RENEE MONTAGNE, HOST:
One of Yahoo's more popular services is its free email. Now the tech giant has revealed at least half a billion user accounts have been hacked. It's one of the largest data breaches on record. Yahoo says the theft occurred two years ago but they only detected it this summer. Then they waited until now to warn customers. NPR's Aarti Shahani has more.
AARTI SHAHANI, BYLINE: No version of the story looks good for Yahoo. Either the company had an inkling about being hacked back in 2014 and just didn't say anything, or what the company claims is true - they just discovered the breach this summer, which means it took them two years to detect that half of their user accounts were stolen.
ANNE MCKENNA: That's very unusual and very troubling on many levels.
SHAHANI: That's Anne McKenna, a law professor at Pennsylvania State University. Most states in the U.S. have rules that require companies to inform their users when data has been stolen. And it has to happen in a reasonable period of time.
It took Yahoo an unreasonable period of time, cybersecurity experts say. And today, the company based in California has not shown compliance with its state laws. Anne McKenna.

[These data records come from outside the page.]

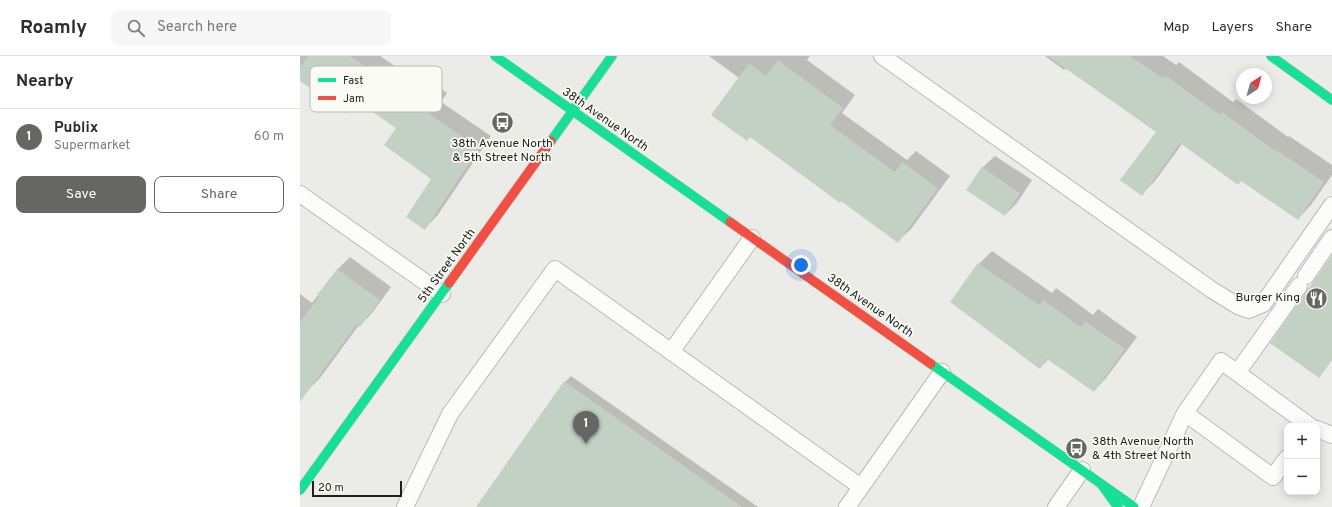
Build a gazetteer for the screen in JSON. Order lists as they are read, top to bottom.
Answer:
{
  "streets": {
    "main road": ["38th Avenue North", "5th Street North"]
  },
  "crossings": [
    ["38th Avenue North", "5th Street North"]
  ],
  "places": {
    "bus stop": ["38th Avenue North & 5th Street North", "38th Avenue North & 4th Street North"],
    "restaurant": ["Burger King"]
  },
  "legend": ["Fast", "Jam"],
  "scale_bar": "20 m",
  "north": "top right",
  "page": {
    "header": "Roamly",
    "search": "Search here",
    "nav": ["Map", "Layers", "Share"],
    "heading": "Nearby",
    "list": [
      {
        "mark": "1",
        "name": "Publix",
        "note": "Supermarket",
        "value": "60 m"
      }
    ],
    "buttons": ["Save", "Share"],
    "pins": "1",
    "map_buttons": ["+", "−"],
    "scale": "20 m"
  }
}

MCKENNA: Yahoo has yet to provide to the public - here's how we think the breach occurred. Here's your exact information that was taken.

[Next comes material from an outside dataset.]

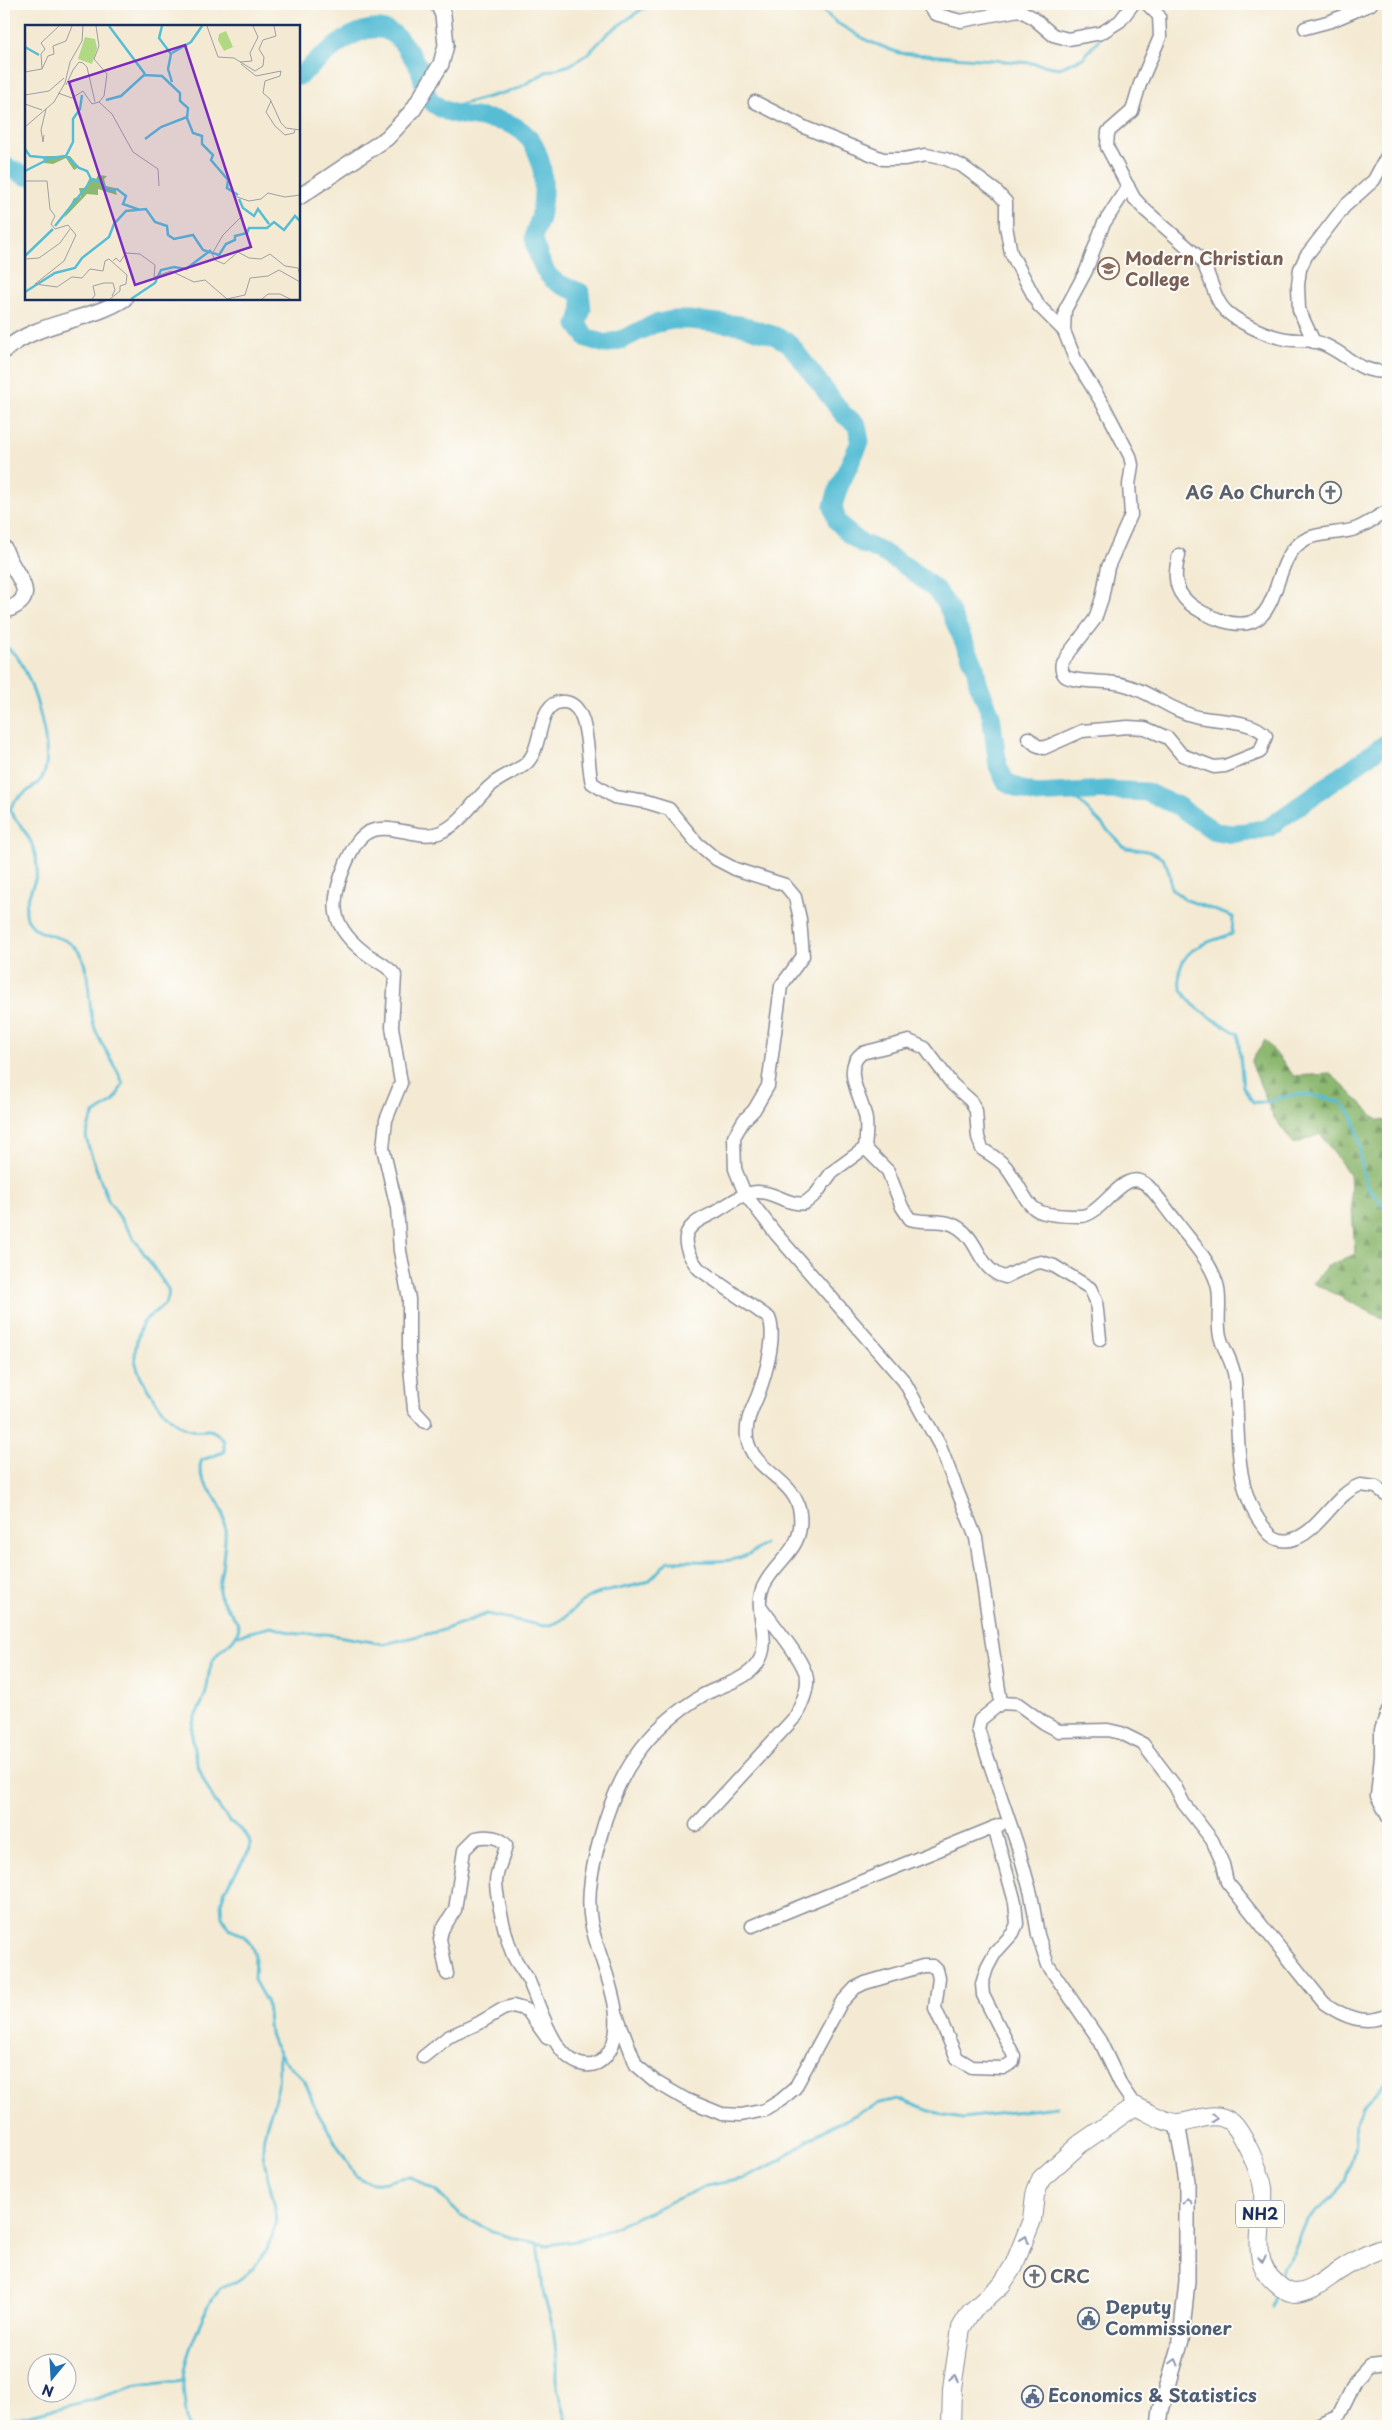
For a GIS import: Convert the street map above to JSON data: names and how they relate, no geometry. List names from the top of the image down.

SHAHANI: The company issued only a generic letter to users yesterday, saying hackers got Yahoo emails, real names, phone numbers, dates of birth and passwords. Yahoo says hackers did not get credit card and bank account numbers. And the company did not offer credit monitoring, even though your stolen email and password might be used to access financial accounts, as many people recycle passwords.
MCKENNA: Yahoo's just telling everybody, hey, hey, if you haven't changed your password since 2014, just go ahead and change them.
SHAHANI: Yahoo did not inform Verizon, the company which had agreed to buy them over the summer for nearly $5 billion. Verizon issued a curt statement yesterday, saying it was just informed this week of the break-in, while after, they jointly announced their deal.
Yahoo says federal agents are investigating. And the hackers were state-sponsored, meaning a foreign government was behind this. But the company provided no further details in order, quote, "to prevent the actors from learning our detection methods." Aarti Shahani, NPR News, San Francisco. Transcript provided by NPR, Copyright NPR.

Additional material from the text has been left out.